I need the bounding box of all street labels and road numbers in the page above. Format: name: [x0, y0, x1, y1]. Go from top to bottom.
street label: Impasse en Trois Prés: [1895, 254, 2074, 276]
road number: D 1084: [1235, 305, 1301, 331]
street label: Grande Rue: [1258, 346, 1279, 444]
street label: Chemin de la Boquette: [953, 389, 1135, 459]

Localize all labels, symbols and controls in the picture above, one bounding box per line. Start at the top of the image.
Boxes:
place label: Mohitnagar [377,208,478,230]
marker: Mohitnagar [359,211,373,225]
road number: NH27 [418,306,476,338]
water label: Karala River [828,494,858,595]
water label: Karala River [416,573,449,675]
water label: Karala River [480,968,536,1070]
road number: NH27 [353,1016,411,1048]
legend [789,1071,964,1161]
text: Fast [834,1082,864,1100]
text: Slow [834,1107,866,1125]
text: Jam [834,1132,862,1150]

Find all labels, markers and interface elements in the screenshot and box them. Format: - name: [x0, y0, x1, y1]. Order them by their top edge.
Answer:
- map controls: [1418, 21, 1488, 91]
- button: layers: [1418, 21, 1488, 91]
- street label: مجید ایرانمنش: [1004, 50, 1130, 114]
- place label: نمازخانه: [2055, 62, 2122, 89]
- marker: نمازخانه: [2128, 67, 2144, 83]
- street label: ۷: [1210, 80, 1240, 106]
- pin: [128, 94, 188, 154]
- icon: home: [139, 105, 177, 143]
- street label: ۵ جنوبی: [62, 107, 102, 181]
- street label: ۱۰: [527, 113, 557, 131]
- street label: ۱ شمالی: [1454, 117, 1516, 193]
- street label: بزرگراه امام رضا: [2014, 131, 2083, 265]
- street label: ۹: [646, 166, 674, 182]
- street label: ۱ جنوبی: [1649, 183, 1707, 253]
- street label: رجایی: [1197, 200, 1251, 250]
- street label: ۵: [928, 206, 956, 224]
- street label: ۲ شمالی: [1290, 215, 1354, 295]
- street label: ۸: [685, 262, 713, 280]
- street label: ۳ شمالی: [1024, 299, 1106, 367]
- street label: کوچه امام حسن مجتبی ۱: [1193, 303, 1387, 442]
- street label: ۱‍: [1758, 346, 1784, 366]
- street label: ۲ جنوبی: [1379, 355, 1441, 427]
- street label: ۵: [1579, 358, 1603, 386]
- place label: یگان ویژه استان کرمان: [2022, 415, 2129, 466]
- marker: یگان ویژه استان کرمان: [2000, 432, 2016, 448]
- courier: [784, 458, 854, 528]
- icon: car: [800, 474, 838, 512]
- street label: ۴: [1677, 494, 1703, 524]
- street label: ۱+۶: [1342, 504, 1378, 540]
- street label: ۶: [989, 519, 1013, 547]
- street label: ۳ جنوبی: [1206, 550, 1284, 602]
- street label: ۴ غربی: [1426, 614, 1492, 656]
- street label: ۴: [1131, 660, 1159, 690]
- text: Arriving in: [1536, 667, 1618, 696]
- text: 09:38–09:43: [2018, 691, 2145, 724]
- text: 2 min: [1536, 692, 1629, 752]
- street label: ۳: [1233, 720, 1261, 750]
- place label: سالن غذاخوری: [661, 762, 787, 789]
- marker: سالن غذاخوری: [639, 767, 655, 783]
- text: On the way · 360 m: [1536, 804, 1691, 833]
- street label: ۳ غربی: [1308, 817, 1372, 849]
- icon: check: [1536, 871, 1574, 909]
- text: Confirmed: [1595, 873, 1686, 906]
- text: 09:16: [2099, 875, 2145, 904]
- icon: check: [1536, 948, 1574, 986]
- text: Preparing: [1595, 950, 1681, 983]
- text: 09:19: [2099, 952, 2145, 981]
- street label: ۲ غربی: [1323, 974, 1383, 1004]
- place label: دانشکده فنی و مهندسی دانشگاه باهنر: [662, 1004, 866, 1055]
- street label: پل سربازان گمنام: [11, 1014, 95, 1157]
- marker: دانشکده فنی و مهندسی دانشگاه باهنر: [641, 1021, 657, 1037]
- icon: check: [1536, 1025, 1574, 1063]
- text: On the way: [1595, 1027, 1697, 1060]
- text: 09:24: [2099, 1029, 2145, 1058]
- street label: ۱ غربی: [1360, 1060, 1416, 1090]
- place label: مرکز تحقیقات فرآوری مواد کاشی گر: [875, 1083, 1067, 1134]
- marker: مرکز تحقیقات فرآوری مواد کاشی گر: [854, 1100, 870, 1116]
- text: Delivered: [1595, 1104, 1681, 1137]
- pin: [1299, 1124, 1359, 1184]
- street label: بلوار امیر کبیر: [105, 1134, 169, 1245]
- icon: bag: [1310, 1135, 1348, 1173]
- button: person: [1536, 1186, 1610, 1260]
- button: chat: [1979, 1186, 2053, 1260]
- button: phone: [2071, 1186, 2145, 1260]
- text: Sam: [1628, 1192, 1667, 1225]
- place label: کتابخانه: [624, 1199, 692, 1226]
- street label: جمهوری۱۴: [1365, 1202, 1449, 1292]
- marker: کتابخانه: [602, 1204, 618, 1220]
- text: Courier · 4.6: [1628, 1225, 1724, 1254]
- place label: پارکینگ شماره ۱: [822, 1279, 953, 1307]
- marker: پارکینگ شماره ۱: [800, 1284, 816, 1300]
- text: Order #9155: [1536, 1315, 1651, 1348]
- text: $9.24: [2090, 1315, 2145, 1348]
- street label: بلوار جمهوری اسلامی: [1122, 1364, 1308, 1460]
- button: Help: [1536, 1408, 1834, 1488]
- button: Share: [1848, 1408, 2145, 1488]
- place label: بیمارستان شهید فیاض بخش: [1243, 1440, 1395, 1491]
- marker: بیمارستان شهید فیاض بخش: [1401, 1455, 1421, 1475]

§ §

▶ WHAT THE TASK REQUIRES: Find and show each line of the listing with the word "place".

▶ WRITTEN SOLUTION:
place label: Mohitnagar [377,208,478,230]
- place label: نمازخانه: [2055, 62, 2122, 89]
- place label: یگان ویژه استان کرمان: [2022, 415, 2129, 466]
- place label: سالن غذاخوری: [661, 762, 787, 789]
- place label: دانشکده فنی و مهندسی دانشگاه باهنر: [662, 1004, 866, 1055]
- place label: مرکز تحقیقات فرآوری مواد کاشی گر: [875, 1083, 1067, 1134]
- place label: کتابخانه: [624, 1199, 692, 1226]
- place label: پارکینگ شماره ۱: [822, 1279, 953, 1307]
- place label: بیمارستان شهید فیاض بخش: [1243, 1440, 1395, 1491]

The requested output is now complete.